*Data shown*.
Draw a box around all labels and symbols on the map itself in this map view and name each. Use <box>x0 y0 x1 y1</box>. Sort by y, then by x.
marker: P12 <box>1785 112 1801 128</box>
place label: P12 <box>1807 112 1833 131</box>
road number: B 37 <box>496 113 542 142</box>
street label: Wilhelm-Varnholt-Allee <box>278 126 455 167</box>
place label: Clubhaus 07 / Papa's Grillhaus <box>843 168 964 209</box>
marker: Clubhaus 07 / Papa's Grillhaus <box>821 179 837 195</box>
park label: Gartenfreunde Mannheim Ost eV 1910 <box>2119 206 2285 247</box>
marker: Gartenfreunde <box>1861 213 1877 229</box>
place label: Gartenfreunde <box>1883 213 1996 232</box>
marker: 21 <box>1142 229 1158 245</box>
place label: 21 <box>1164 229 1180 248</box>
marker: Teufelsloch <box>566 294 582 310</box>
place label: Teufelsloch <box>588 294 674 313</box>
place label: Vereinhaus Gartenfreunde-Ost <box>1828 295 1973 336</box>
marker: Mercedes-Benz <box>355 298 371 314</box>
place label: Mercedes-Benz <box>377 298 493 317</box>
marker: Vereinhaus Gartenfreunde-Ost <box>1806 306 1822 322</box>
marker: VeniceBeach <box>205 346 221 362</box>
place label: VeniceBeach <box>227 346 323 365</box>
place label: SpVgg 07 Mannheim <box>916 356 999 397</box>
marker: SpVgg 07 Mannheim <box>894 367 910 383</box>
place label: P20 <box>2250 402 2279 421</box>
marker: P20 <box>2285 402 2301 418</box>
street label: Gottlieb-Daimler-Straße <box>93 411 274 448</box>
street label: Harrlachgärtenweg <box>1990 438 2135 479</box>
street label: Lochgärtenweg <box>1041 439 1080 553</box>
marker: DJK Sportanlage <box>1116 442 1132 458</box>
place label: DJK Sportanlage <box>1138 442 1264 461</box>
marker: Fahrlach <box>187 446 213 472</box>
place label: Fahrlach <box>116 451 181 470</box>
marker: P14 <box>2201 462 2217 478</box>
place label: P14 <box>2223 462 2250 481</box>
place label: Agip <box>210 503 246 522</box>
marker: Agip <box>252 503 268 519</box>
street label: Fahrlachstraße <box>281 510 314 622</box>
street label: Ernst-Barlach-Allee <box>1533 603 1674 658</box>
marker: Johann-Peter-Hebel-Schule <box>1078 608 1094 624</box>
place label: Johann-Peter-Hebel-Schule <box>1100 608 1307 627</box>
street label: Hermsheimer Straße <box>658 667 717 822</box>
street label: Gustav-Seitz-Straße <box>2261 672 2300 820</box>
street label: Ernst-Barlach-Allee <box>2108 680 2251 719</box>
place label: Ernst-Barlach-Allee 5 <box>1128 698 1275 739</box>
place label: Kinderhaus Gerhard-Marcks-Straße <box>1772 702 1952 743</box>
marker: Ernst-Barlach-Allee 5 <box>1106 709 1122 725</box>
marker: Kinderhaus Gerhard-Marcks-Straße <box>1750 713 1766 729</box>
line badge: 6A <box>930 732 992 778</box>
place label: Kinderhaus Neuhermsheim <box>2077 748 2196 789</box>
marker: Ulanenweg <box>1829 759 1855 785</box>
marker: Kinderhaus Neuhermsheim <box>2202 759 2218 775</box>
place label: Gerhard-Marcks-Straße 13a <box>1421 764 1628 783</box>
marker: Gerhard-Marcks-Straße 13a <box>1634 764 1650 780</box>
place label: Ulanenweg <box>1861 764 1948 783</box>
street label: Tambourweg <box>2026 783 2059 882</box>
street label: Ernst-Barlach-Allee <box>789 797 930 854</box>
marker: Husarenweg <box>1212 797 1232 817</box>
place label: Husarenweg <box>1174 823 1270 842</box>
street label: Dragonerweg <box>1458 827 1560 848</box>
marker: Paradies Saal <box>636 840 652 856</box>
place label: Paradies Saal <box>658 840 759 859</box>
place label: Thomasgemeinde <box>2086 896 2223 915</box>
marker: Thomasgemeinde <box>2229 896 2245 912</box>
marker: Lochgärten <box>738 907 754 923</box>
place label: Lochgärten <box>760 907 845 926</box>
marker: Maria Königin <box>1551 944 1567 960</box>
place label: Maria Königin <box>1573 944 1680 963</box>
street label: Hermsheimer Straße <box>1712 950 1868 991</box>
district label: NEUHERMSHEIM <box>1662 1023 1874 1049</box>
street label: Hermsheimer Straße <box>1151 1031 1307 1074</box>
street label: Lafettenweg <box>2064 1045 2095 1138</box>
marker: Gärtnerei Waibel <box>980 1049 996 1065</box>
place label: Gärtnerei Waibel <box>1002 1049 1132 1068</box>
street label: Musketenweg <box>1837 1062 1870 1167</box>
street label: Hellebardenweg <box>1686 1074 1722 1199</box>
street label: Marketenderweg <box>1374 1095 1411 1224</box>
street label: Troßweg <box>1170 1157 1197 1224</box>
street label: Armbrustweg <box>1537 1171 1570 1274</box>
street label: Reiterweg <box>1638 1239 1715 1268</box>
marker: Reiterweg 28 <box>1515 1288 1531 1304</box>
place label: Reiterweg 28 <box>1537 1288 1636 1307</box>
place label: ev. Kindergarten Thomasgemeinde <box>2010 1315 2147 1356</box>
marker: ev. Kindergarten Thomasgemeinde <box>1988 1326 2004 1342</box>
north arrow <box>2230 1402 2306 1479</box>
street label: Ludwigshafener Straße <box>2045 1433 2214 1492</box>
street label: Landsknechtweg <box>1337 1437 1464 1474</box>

*Problem requirements*. Among the records, find each line where the word "Husarenweg" occurs, and copy it.

*Answer space*.
marker: Husarenweg <box>1212 797 1232 817</box>
place label: Husarenweg <box>1174 823 1270 842</box>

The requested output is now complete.